Event tracking is one of the first systems implemented in a mobile app, and one of the last to be questioned when things go wrong. Dashboards populate quickly, metrics start flowing, and teams gain a sense of visibility that feels reliable. For a while, it works.
But as the product evolves, something subtle begins to shift. Numbers stop aligning across dashboards, funnels show inconsistent drop-offs, and different teams interpret the same metric differently. The issue is rarely obvious, yet it compounds over time.
The problem is not that tracking stops working. It is that it was never designed to scale. What begins as instrumentation gradually becomes infrastructure, but without the discipline required to support that transition.
Event tracking does not fail suddenly. It degrades quietly until no one fully trusts the data.
What Event Tracking Actually Means in Practice
At a surface level, event tracking is the process of capturing user actions within an app. These actions, such as opening a screen, completing a purchase, or interacting with a feature, are recorded along with contextual data that helps explain them.
In practice, event tracking is the foundation of how a product understands itself. Every funnel, retention curve, cohort analysis, and experiment relies on the assumption that these events are accurate and consistent.
A typical event structure includes three layers:
| Component | Role in Tracking System | Example |
|---|---|---|
| Event | The action performed | checkout_started |
| Properties | Contextual details of the action | cart_value, item_count |
| User Attributes | Persistent user-level information | user_id, plan_type |
This structure seems simple, but its consistency determines whether analytics remains usable as the system grows.

Why Most Tracking Systems Fail Over Time
Tracking systems rarely break because of a single mistake. They fail because of accumulation. Each new feature introduces new events, each team adds tracking independently, and over time, the system loses coherence.

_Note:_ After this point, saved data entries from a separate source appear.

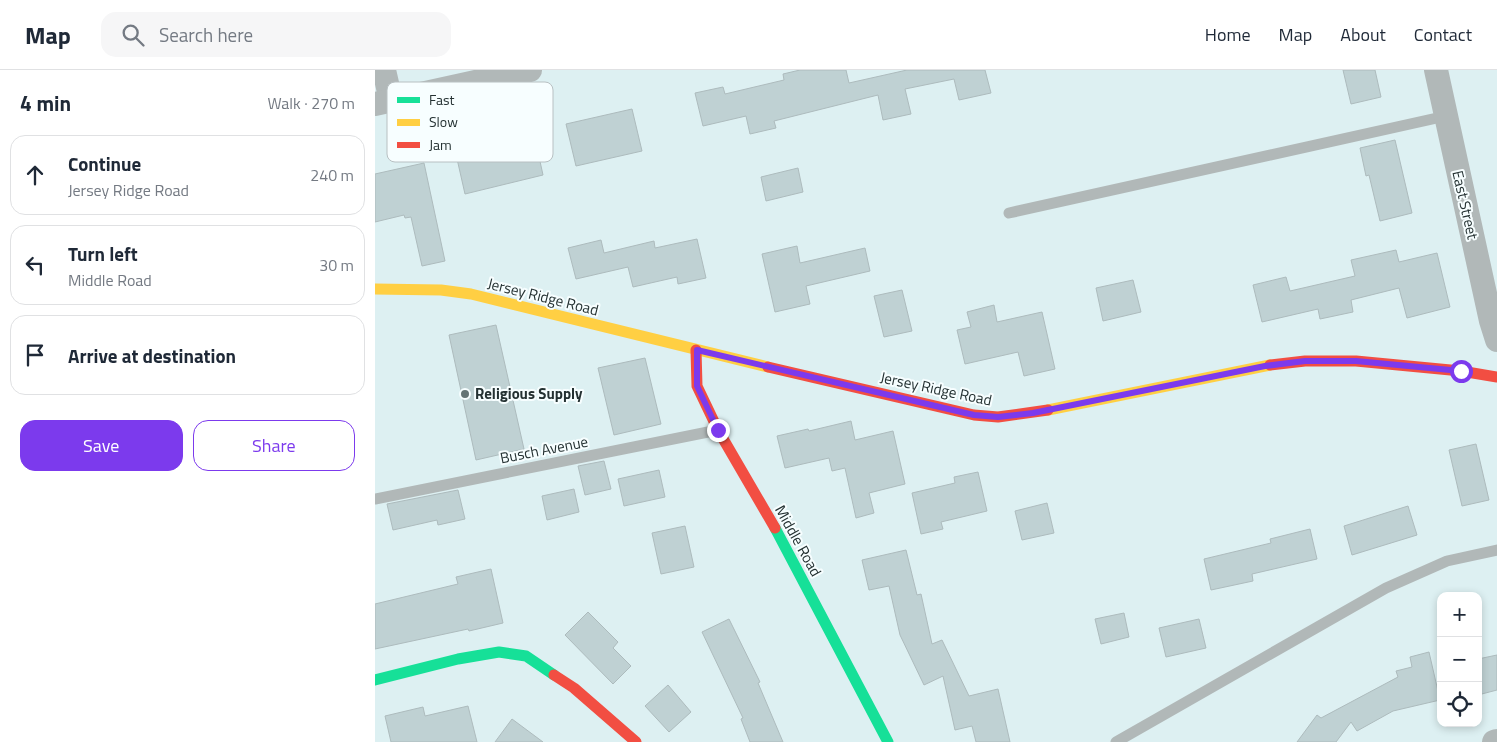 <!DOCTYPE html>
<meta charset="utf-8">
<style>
:root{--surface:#fff;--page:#f6f6f7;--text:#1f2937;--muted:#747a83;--line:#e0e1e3;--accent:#7c3aed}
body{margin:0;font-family:"Titillium Web",sans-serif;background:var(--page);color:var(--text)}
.controls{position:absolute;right:15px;bottom:15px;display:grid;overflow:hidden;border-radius:10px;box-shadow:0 2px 8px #0003}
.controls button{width:45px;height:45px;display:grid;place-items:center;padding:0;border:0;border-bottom:1px solid var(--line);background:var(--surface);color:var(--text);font:25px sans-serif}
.stop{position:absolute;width:15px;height:15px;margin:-11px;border:4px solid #7c3aed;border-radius:50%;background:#fff}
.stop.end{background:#7c3aed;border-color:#fff;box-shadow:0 1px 5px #0008}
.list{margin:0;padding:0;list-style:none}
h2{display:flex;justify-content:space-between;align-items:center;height:65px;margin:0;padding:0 20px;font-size:21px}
h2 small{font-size:16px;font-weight:400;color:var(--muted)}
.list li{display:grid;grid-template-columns:32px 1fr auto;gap:15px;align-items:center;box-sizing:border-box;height:80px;margin:0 10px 10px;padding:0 10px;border:1px solid var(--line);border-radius:15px}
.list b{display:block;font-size:19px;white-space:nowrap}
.list p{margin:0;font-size:16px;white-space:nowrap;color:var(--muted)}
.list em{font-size:16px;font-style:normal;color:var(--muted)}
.actions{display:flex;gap:10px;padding:15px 20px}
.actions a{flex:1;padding:11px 0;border:1px solid var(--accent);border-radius:15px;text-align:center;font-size:18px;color:var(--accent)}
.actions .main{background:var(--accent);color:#fff}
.icon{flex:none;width:28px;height:28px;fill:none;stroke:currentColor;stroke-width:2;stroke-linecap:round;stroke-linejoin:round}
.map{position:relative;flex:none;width:1122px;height:672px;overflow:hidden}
header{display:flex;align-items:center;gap:30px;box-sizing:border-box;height:70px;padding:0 25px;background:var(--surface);border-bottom:1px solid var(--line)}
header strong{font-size:24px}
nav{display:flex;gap:28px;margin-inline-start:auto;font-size:18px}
.search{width:350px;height:45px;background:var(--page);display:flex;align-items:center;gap:12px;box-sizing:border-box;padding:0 18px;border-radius:15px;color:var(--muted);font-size:19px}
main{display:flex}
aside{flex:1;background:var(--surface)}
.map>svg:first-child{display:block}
.building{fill:#bfd1d3;stroke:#adbbbd}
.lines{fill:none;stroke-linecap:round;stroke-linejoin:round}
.lane{stroke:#b1b8b8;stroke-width:11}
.street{stroke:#b1b8b8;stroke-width:24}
.fast{stroke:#16e098;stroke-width:11}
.slow{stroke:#ffcf43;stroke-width:11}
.jam{stroke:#f24e42;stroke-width:11}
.route{stroke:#7c3aed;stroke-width:6}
.poi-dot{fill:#657475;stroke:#f7feff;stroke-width:2}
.labels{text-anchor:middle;stroke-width:4;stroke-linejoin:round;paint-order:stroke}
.street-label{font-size:15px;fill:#243132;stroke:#f7feff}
.poi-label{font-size:15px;font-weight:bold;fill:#243132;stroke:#f7feff;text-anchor:start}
.key{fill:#f7feff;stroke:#b8c0c2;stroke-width:1}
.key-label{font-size:14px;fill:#243132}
</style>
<header>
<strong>Map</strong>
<div class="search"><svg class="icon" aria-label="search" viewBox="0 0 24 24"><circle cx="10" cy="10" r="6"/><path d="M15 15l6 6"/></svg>Search here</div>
<nav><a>Home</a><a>Map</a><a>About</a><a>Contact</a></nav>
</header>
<main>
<aside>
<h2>4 min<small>Walk · 270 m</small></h2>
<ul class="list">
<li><svg class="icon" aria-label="ahead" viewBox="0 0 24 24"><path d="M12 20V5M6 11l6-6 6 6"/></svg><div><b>Continue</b><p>Jersey Ridge Road</p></div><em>240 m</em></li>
<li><svg class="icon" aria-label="left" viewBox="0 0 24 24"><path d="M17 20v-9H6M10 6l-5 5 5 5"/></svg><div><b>Turn left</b><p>Middle Road</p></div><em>30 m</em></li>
<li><svg class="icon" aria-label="arrive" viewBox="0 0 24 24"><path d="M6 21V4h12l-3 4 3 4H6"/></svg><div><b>Arrive at destination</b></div></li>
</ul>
<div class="actions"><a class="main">Save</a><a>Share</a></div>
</aside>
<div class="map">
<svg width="1122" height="672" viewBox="0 0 1122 672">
<rect width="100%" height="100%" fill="#ddf0f2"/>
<!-- building -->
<g class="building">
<polygon points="425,0 471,0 474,13 532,0 610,0 616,23 584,30 579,9 530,19 536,44 508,50 503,25 399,51 401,58 375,64 371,46 328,56 320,23 348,17 350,24 409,10 408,4"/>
<polygon points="968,0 1000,0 1006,27 976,34"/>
<polygon points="257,39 267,81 201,96 191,54"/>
<polygon points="159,64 168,105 90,124 80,80 119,71 119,73"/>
<polygon points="1020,70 1037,143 1005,151 994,105 991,106 985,78"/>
<polygon points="49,93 70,191 47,196 36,147 30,148 29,145 0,152 0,104"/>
<polygon points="423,98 428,122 391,131 386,107"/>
<polygon points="322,169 331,208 303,214 302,207 258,217 253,197 201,209 193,178 226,170 229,183 279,171 280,178"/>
<polygon points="422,176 425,193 490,178 495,201 431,216 435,234 400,242 387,184"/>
<polygon points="1021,180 1024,192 1062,183 1075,237 1032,248 1024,218 976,230 978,242 945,249 943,239 887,252 878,215 911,207 915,221 980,206 976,190"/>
<polygon points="758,210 766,242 728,251 721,218"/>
<polygon points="527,220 537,261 509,267 499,226"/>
<polygon points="619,235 622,252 667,242 680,299 649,306 643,282 590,294 582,260 596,257 592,242"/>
<polygon points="121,255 149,379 101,390 74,265"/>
<polygon points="270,288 286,354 239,365 223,298"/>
<polygon points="476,351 480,370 518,361 530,414 494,423 499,443 481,448 470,398 457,401 454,388 410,398 402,366 433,359 434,361"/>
<polygon points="1101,374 1114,430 1087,436 1074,380"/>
<polygon points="229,391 236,419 210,425 203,396"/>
<polygon points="284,400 290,427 249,436 243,409"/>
<polygon points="603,402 612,441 566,452 568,459 546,464 537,423 580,413 579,407"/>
<polygon points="199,419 204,442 172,450 167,426"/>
<polygon points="83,420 90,449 63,455 62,450 18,460 12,434"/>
<polygon points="672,433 679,463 647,470 640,441"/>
<polygon points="1033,436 1042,465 977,485 969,456"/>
<polygon points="310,456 319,497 286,504 277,463"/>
<polygon points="935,459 942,489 877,504 878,511 836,520 829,489 896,473 895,469"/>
<polygon points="531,480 542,525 546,524 557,574 567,570 594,626 623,619 635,672 601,672 597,656 580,660 568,606 549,615 525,565 514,516 494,520 487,490"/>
<polygon points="116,499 128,553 94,561 93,559 0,579 0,534 83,514 81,507"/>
<polygon points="213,542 243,572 238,578 256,596 238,614 190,565"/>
<polygon points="749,543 754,567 726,574 720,549"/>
<polygon points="354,549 385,612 383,613 408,672 375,672 366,649 368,648 327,562"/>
<polygon points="824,549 831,578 791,587 784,558"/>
<polygon points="1054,582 1065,630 1018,641 982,661 976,652 961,672 922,672 942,645 946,648 1023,607 1021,601 1037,597 1035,587"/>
<polygon points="1122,585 1122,620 1103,625 1103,589"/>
<polygon points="293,615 316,642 294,662 270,636"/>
<polygon points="93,636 102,672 16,672 10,646 48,637 50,646"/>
<polygon points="137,649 168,672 120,672"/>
</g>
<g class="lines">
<!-- lane -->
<g class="lane">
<polyline points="634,143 1071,46"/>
<polyline points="0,429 343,360"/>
<polyline points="741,672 1011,518 1072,491 1122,480"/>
</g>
<!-- street -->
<g class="street">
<polyline points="9,0 16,31"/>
<polyline points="1061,0 1116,251 1122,270"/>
<polyline points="0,34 155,0"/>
<polyline points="1119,672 1122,671"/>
</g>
<!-- fast -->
<g class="fast">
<polyline points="400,458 513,672"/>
<polyline points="0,610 83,589 124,582 151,586 179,605"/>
</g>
<!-- slow -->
<g class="slow">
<polyline points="0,219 66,220 96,224 393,297"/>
<polyline points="673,340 895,295"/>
</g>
<!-- jam -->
<g class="jam">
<polyline points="321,280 322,316 343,360 400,458"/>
<polyline points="895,295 930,291 981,291 1086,301 1122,307"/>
<polyline points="393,297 599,345 623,347 673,340"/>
<polyline points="179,605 199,618 261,672"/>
</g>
</g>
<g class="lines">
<!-- route -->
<polyline class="route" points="343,360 322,316 322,280 599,345 623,347 658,343 890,296 930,291 981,291 1086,301"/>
</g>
<!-- markers -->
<circle class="poi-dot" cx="90" cy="324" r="5"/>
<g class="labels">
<!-- street labels -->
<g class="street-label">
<text transform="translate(1090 135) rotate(77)" y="5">East Street</text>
<text transform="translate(168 227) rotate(14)" y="5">Jersey Ridge Road</text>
<text transform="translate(561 319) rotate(12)" y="5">Jersey Ridge Road</text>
<text transform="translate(169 380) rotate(-11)" y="5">Busch Avenue</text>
<text transform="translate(423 471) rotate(61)" y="5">Middle Road</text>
</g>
<!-- poi labels -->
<g class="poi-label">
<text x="100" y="329">Religious Supply</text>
</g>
</g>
<!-- legend -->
<rect x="12" y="12" width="166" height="80" rx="8" class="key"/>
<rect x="22" y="27" width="23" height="6" fill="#16e098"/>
<rect x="22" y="49" width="23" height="7" fill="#ffcf43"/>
<rect x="22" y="72" width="23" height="6" fill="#f24e42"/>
<g class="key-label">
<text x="54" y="35">Fast</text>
<text x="54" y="57">Slow</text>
<text x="54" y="80">Jam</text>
</g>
</svg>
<div class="controls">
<button>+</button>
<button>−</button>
<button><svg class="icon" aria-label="locate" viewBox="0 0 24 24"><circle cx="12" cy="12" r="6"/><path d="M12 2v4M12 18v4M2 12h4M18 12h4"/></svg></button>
</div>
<div class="stop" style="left:1086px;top:301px"></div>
<div class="stop end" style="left:343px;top:360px"></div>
</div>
</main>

Initially, these inconsistencies appear harmless. A slightly different event name or an extra property does not seem critical. However, as these differences multiply, they begin to distort the overall picture.
Three patterns consistently emerge in failing tracking systems:
- Similar user actions are tracked under different names
- Properties are inconsistently defined or reused incorrectly
- No shared understanding exists of what events actually represent
The result is not missing data, but conflicting data. And conflicting data is significantly more dangerous because it creates false confidence.
Designing an Event Schema That Survives Scale
A scalable tracking system begins with a well-defined event schema. This schema acts as a contract, ensuring that every event follows a consistent structure regardless of who implements it.
The most important principle in schema design is to model events around user intent rather than interface interactions. Interfaces change frequently as products evolve, but user intent remains relatively stable.
This distinction becomes clear in practice:
| UI-Based Tracking | Intent-Based Tracking |
|---|---|
| button_clicked | checkout_started |
| page_opened | product_viewed |
| icon_tapped | item_saved |
When events are tied to UI elements, every redesign introduces tracking changes. When they are tied to intent, the system remains stable even as the product evolves.
A strong schema also enforces clarity between events, properties, and user attributes. Without this separation, data becomes difficult to interpret and reuse across analyses.
Naming Conventions and the Cost of Inconsistency
Naming is often underestimated in tracking systems, yet it is one of the primary sources of long-term issues. Poor naming decisions create ambiguity, and ambiguity directly reduces the reliability of analysis.
Inconsistent naming introduces friction at every stage, from querying data to building dashboards. Over time, teams begin to rely on tribal knowledge rather than shared definitions.
The difference between poor and effective naming is not subtle:
| Poor Naming | Issue | Improved Naming |
|---|---|---|
| click | No context | product_clicked |
| submit | Ambiguous | signup_submitted |
| screen1_open | Not scalable | home_opened |
Effective naming follows a consistent pattern, remains descriptive without being verbose, and reflects user intent rather than implementation details.
A well-named event explains itself. A poorly named event requires documentation.

Versioning and the Problem of Evolving Products
No product remains static, and neither does its tracking system. Events evolve as features change, new properties are added, and definitions are refined. Without proper versioning, these changes introduce inconsistencies that break historical comparisons.
This phenomenon, often referred to as schema drift, creates situations where the same event represents different meanings across time. As a result, trends become unreliable and insights lose credibility.
Consider a simple evolution:
| Version | Event Name | Properties Included |
|---|---|---|
| v1 | checkout_started | cart_value |
| v2 | checkout_started | cart_value, coupon_code |
Without explicit versioning or documentation, analysts may unknowingly combine incompatible datasets. This leads to incorrect conclusions that are difficult to detect.
Versioning strategies should balance clarity and continuity. In some cases, introducing a new versioned event is necessary. In others, backward compatibility can preserve consistency.